College-sports nicknames and mascots were a natural target for the purveyors of a politics of racial resentment, and indeed many colleges gave up the fight long ago. Some of the holdouts, like the University of Illinois with its Chief Illiniwek, held out mostly because of the bluff indifference of alumni to the accusations that rained down on them. Few college presidents have that much spine.

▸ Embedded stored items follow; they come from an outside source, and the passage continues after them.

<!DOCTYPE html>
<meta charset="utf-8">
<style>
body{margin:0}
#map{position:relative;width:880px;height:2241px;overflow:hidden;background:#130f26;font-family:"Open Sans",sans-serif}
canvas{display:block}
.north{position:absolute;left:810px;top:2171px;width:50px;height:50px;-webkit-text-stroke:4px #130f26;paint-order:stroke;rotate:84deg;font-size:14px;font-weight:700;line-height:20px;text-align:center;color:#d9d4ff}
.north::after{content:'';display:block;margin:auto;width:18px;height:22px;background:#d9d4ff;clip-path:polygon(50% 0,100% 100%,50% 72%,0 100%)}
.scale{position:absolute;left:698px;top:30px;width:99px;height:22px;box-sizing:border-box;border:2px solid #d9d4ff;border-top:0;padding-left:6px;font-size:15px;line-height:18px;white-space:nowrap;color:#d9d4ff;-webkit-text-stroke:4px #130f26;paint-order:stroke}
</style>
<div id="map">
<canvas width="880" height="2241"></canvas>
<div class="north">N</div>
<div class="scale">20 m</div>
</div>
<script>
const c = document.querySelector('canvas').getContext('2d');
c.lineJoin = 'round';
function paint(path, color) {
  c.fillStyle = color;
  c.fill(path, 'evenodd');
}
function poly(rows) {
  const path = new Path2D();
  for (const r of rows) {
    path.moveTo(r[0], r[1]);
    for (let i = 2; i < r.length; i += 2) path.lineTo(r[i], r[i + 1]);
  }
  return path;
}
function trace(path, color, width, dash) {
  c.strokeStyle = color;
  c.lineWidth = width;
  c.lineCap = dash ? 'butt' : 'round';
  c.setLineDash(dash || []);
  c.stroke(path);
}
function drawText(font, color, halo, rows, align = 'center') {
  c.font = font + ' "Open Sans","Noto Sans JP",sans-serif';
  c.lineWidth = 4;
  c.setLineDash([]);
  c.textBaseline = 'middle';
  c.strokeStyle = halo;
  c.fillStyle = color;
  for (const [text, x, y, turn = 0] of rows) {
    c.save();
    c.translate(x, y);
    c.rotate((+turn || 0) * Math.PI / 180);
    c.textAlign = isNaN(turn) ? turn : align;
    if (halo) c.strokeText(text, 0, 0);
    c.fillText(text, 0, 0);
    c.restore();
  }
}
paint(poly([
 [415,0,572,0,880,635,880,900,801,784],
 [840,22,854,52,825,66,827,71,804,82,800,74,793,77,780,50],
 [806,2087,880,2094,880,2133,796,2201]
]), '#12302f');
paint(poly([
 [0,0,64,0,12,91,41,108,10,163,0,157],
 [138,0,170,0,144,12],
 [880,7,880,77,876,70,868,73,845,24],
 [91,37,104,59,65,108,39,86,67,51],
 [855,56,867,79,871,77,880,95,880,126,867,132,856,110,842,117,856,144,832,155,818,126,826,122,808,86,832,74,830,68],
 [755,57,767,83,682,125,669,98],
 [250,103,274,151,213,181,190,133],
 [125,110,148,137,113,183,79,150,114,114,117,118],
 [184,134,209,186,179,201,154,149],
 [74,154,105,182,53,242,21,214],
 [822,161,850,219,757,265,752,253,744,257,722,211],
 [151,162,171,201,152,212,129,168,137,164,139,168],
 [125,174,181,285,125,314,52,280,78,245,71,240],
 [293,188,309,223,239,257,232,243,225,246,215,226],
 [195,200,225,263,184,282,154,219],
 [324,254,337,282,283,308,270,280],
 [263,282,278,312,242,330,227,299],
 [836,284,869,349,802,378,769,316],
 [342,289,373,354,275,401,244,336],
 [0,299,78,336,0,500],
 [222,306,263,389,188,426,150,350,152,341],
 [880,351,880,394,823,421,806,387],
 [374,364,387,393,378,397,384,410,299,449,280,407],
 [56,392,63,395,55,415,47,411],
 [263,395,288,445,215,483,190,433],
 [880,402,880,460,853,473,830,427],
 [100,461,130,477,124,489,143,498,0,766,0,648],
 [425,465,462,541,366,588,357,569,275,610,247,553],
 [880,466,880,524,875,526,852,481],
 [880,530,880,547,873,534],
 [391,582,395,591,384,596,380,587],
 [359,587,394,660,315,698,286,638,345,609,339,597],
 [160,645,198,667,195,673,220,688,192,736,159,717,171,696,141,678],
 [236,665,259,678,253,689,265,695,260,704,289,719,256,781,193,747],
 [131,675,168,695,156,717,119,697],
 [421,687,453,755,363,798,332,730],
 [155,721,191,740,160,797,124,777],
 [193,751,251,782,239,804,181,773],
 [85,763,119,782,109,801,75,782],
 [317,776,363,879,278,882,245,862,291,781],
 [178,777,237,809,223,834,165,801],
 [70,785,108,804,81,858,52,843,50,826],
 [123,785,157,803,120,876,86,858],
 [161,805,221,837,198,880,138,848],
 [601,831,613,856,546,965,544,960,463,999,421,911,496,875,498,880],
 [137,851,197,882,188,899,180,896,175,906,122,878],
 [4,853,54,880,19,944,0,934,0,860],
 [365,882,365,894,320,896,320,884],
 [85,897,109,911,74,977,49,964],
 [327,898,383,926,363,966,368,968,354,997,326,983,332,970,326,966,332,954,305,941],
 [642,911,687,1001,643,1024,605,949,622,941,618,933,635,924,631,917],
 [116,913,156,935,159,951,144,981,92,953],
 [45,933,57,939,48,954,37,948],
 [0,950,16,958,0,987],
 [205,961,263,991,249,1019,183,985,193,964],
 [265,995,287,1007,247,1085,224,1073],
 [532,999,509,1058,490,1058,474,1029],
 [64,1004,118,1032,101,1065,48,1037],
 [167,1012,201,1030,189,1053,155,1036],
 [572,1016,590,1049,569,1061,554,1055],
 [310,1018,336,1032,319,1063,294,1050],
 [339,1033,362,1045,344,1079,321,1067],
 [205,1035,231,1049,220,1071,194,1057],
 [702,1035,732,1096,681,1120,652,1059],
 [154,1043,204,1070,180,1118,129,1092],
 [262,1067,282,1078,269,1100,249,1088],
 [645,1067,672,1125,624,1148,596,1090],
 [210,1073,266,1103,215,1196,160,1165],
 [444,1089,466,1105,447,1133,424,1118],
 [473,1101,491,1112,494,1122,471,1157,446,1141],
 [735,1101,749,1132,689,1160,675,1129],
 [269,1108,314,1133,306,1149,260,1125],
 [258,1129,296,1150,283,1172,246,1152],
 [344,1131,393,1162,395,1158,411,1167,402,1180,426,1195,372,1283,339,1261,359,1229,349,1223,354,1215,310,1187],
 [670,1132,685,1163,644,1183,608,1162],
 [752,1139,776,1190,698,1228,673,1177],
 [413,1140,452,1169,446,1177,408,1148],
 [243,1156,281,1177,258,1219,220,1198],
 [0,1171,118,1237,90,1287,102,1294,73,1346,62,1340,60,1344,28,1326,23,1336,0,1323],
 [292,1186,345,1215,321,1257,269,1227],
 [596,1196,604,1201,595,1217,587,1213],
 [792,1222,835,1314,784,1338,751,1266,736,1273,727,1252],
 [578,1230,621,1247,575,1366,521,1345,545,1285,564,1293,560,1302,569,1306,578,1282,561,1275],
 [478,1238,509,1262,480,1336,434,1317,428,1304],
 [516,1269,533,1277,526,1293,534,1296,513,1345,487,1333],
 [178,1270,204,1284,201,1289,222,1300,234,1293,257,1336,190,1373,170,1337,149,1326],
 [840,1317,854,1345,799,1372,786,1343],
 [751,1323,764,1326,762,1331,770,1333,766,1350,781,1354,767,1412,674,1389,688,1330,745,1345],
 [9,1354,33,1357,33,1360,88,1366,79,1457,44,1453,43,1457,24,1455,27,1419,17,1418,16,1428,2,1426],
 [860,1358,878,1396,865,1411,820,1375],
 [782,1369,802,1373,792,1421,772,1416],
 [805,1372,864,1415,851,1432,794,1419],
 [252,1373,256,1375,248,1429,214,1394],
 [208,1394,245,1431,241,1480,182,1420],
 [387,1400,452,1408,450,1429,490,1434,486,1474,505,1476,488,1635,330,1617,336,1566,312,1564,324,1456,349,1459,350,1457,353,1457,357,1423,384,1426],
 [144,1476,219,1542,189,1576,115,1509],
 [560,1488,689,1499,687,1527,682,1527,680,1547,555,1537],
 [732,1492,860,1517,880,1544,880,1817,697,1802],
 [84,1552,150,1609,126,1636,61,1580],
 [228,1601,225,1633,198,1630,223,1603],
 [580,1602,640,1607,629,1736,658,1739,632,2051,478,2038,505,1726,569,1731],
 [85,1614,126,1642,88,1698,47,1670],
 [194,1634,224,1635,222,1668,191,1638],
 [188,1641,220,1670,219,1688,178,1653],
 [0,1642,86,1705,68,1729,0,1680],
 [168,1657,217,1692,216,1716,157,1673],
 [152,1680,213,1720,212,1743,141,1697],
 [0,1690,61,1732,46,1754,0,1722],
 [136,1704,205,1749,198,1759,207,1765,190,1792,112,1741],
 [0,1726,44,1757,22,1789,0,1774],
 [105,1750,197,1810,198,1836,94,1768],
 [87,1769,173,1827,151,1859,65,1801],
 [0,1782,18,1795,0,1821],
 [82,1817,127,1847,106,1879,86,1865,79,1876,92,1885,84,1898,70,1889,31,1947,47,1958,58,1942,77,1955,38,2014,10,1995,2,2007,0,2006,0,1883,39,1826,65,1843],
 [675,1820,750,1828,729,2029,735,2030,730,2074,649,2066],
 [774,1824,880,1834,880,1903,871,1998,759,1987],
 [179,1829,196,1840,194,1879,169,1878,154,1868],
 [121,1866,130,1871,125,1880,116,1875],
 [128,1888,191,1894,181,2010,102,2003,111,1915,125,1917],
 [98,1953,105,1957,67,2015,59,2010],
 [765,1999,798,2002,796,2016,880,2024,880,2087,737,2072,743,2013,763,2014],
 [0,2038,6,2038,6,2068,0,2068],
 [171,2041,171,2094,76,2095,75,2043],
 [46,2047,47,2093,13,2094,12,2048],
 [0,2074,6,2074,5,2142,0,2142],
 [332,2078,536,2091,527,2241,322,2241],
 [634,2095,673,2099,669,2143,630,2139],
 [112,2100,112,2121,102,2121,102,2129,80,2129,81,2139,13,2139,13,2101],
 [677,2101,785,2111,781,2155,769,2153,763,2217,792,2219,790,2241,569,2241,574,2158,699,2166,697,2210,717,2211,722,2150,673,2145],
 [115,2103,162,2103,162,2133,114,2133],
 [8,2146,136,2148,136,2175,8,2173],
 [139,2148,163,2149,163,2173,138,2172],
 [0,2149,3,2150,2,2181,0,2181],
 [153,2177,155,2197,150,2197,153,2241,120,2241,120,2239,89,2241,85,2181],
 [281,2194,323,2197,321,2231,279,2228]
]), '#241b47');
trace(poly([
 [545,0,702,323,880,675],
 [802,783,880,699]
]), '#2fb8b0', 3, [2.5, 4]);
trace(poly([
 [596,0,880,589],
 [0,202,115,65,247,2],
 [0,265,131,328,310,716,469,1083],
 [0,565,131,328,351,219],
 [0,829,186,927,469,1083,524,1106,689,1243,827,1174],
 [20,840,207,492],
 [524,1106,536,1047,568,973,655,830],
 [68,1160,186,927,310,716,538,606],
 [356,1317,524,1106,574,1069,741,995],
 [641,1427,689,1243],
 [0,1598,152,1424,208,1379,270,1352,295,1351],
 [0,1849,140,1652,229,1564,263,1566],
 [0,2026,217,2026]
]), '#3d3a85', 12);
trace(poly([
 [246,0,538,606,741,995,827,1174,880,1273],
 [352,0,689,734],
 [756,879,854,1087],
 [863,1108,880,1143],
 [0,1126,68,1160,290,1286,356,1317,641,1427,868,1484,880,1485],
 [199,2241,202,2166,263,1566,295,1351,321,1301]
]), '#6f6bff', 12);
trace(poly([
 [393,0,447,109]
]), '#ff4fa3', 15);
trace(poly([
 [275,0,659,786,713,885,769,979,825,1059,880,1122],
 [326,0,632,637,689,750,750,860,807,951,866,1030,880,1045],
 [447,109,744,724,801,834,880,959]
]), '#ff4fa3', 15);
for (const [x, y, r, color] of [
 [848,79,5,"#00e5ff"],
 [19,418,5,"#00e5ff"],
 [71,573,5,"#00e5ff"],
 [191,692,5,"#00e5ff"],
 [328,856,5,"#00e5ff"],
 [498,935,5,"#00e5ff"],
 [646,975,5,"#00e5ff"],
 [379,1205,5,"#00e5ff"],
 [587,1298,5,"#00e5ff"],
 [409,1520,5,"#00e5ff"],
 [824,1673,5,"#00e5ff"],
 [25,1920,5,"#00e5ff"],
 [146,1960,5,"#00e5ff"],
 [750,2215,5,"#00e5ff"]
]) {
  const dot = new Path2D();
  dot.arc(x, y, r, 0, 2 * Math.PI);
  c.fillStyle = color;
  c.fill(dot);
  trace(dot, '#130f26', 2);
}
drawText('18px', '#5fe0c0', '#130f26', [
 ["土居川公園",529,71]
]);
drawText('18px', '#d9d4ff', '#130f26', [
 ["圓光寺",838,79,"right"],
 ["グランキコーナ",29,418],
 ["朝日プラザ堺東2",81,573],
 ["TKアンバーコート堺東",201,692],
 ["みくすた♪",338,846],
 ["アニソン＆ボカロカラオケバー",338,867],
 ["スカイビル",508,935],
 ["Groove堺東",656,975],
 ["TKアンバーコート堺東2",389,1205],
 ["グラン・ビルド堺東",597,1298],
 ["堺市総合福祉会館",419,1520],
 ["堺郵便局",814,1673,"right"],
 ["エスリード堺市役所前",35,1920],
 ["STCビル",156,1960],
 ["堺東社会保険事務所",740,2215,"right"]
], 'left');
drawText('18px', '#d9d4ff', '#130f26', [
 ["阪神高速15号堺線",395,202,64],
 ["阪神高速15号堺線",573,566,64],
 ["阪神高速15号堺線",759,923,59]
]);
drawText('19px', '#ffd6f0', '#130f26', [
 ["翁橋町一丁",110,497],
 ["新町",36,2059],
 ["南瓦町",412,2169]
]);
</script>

So when the NCAA formed a commission four years ago to "study" the matter, the conclusion was pretty much foreordained. The NCAA commission was not about to question the good faith or the motives of Native Americans who claimed to be offended by such symbols or many others who regard Indian logos as inherently demeaning. Sure enough when NCAA's "Vice President for Diversity and Inclusion," Charlotte Westerhaus, described the policy, she said the organization was acting against names that are "hostile and abusive." NPR quickly chimed in with commentary by TV producer John Ridley, who mocked Florida Governor Jeb Bush for supporting the FSU's use of the Seminole name. The university has the permission and support of the Florida Seminole tribe, but other Seminoles in Oklahoma dislike it. Ridley sarcastically praised the rights of non-minorities to caricature the names and symbols of minority groups: a rather deft bit of hocus-pocus from a man who earns his living purveying comic racial stereotypes.

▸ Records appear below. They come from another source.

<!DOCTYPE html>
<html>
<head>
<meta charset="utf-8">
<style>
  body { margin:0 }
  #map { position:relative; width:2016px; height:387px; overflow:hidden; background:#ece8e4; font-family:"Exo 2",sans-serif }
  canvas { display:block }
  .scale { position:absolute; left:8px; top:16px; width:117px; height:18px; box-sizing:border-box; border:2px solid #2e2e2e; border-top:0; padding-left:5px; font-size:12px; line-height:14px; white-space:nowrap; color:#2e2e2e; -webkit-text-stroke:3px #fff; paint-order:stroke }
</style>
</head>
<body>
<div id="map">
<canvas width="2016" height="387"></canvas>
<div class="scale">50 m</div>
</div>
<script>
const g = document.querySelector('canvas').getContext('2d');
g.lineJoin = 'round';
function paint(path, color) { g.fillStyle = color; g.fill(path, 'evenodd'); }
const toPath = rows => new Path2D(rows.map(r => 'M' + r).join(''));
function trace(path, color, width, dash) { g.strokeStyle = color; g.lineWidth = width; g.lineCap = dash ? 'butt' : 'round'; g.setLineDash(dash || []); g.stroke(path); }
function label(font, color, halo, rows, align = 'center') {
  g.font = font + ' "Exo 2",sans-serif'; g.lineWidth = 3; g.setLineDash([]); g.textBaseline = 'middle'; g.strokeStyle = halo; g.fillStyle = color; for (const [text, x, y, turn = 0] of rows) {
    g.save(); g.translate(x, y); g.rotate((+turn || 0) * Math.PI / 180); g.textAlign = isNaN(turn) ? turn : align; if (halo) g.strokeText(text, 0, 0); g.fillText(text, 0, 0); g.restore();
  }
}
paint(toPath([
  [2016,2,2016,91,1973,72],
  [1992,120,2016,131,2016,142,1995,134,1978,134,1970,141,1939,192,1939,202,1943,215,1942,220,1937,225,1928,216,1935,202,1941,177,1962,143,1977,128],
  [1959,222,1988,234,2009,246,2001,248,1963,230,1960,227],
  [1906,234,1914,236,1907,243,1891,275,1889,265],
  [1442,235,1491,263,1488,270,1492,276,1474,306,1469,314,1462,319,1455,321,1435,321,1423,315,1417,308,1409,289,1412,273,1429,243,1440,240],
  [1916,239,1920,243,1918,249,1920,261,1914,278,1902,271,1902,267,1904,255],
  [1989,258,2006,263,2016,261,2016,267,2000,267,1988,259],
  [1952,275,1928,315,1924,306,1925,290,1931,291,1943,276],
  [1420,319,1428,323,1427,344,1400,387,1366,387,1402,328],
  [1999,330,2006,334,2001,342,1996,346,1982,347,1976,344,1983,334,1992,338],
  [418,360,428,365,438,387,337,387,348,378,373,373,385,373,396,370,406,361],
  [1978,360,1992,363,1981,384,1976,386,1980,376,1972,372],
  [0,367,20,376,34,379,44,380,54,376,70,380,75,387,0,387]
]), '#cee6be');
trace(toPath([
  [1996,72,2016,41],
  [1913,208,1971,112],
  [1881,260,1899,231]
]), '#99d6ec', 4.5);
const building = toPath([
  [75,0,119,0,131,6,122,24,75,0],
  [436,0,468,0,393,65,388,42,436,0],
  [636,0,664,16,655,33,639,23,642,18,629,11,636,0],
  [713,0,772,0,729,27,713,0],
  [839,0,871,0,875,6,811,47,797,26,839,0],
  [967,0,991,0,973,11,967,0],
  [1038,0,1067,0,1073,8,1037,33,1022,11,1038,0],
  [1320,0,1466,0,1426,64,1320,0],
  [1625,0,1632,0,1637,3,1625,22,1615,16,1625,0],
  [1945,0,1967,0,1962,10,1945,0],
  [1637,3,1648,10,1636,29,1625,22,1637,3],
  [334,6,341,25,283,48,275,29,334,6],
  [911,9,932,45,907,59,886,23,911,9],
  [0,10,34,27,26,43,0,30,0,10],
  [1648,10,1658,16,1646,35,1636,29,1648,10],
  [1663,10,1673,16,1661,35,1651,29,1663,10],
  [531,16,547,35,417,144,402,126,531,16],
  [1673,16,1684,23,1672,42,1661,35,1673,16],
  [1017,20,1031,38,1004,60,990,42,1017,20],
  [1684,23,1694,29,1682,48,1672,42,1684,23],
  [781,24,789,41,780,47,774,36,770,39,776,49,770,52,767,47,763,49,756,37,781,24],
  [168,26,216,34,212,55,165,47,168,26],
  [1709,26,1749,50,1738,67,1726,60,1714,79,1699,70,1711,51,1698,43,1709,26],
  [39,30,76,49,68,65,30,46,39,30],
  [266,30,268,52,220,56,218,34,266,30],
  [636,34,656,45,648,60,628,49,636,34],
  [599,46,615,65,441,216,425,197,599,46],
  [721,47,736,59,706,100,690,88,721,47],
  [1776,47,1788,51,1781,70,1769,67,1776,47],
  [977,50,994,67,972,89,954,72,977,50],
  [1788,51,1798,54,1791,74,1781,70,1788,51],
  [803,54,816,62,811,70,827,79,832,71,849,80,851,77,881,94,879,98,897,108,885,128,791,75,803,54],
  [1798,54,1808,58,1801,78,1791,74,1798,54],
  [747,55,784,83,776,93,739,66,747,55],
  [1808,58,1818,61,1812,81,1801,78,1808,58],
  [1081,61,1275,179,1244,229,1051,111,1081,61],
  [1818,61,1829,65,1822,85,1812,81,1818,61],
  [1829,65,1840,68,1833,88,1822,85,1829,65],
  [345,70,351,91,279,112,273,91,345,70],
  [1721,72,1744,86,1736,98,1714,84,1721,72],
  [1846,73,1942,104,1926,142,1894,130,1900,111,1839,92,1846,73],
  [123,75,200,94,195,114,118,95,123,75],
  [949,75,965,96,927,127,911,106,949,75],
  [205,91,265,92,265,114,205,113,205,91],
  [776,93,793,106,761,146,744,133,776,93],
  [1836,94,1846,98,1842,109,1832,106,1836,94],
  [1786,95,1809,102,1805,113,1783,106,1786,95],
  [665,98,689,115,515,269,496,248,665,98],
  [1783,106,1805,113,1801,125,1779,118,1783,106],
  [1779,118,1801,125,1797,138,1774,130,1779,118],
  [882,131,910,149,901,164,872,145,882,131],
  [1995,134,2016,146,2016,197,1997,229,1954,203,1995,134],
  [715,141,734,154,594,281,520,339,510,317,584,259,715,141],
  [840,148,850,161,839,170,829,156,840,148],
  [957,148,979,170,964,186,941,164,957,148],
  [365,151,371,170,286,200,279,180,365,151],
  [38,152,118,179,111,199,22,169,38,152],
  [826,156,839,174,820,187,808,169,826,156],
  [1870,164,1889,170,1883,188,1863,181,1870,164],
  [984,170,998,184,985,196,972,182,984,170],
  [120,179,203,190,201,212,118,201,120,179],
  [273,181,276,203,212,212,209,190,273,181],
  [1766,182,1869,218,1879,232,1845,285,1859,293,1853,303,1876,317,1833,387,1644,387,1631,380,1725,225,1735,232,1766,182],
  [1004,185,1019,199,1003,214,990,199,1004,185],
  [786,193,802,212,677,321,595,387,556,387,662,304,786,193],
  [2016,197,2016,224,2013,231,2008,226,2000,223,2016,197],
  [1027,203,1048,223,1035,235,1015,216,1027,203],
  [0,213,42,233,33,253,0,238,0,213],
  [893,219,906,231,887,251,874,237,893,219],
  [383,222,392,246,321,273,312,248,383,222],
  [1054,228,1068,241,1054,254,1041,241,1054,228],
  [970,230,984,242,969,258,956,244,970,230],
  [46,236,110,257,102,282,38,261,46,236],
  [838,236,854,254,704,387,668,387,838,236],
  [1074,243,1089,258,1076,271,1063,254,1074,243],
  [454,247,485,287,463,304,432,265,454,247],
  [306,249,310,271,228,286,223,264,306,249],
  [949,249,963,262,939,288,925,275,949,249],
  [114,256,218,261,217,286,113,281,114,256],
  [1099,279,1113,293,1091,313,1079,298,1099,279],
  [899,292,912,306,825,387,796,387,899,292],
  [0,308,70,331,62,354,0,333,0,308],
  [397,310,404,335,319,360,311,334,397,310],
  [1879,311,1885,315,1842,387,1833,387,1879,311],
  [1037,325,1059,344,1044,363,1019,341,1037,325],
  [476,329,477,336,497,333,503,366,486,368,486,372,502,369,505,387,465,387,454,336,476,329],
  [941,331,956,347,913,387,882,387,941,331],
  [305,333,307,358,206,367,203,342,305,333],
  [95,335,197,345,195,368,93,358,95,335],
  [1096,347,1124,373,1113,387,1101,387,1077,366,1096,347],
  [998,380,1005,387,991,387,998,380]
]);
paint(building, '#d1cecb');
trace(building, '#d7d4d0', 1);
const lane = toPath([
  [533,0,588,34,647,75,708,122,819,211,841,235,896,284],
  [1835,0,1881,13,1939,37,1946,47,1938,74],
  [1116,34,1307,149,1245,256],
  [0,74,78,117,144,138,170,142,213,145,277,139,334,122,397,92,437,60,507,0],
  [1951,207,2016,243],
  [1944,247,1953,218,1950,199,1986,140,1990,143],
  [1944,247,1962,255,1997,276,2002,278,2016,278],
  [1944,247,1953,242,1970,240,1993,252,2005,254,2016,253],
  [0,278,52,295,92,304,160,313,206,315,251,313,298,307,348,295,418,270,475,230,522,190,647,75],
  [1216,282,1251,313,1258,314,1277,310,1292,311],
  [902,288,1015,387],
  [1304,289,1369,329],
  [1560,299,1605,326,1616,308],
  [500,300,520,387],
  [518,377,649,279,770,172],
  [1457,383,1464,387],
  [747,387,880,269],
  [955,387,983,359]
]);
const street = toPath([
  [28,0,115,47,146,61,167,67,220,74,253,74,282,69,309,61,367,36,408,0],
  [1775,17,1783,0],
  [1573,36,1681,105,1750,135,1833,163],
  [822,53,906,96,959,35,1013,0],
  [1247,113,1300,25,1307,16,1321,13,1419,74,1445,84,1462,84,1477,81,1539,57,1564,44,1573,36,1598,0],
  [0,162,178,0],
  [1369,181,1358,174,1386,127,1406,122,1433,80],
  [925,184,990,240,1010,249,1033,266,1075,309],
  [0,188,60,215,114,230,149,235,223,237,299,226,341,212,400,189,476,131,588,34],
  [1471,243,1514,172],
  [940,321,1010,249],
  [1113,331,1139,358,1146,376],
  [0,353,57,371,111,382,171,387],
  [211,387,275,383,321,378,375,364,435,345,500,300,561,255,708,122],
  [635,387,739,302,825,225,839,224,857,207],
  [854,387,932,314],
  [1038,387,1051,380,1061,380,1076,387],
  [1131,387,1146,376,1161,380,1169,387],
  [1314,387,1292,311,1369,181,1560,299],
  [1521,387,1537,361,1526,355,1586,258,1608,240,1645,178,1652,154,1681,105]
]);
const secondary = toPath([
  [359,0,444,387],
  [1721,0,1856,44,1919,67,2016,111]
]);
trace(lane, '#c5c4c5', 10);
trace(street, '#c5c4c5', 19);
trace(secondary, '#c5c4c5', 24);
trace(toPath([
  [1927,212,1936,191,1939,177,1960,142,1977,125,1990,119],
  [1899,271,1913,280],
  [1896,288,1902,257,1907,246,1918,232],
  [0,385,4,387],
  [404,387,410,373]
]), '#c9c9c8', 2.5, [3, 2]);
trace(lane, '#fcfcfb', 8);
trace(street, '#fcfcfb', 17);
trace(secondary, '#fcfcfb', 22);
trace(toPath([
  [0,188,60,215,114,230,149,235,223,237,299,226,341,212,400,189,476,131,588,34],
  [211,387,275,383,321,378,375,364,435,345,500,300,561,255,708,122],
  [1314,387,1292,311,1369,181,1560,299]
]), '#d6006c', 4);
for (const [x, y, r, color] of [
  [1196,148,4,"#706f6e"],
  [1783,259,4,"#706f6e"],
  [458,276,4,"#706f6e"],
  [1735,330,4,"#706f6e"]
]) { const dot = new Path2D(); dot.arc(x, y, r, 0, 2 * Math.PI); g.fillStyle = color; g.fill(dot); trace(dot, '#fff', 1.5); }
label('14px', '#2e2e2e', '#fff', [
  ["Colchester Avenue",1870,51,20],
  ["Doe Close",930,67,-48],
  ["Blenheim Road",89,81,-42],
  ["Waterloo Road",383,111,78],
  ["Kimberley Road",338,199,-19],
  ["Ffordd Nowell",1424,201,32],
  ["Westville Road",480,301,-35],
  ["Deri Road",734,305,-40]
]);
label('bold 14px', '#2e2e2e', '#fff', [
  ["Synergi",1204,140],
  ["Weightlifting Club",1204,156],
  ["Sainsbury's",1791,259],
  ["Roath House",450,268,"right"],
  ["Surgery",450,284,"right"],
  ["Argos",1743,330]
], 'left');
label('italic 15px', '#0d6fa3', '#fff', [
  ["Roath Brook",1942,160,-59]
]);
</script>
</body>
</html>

In the broader culture wars, the fight over Indian nicknames is a loser for conservatives. The Alcorn State University Braves, the Central Michigan University Chippewas, the Mississippi College Choctaws, and the University of Utah Utes will have to go it alone. I don't believe for a second that these names were adopted with malice; that they are hostile; or that anyone is "abused" by them. They do, however, have the capacity to irritate people, and it is hard to be on the side of chaffing when no really compelling principle favors it. A spontaneous show of affection for the team names and mascots by a large number of fans just might deflate people like Charlotte Westerhaus and John Ridley, and just maybe FSU alumni will pull it off. But even if they do, a stale conformity will still settle over this aspect of college sports — and America will be just a little bit poorer for the loss of historical reference and cultural exuberance.

For what it is worth, however, the use of Indian tribal names and imagery to evoke a sense of intrepid courage in the face of a foe and fierceness in battle is not all Hollywood hokum and American mythologizing. A great many tribes, including the Seminoles, cast themselves in this light and lived up to it in their battles with each other and with Europeans. Adopting the names of such groups may be pretty low rent as a form of tribute by outsiders, but it is also pretty low rent as a form of exploitation.

Chief Bradembucks, by contrast, was a caricature that stood on high principle. Chaffing some of the bullies that swagger around New York State politics is good clean fun and just what a small college like King's should do. Is it too much to hope that some of the victims of NCAA's forced march through sensitivity training will respond with some memorable half-time shows that pay tribute to the deep thinkers who set this policy in motion?

— Peter Wood, provost of The King's College in New York City, is author of Diversity: The Invention of A Concept.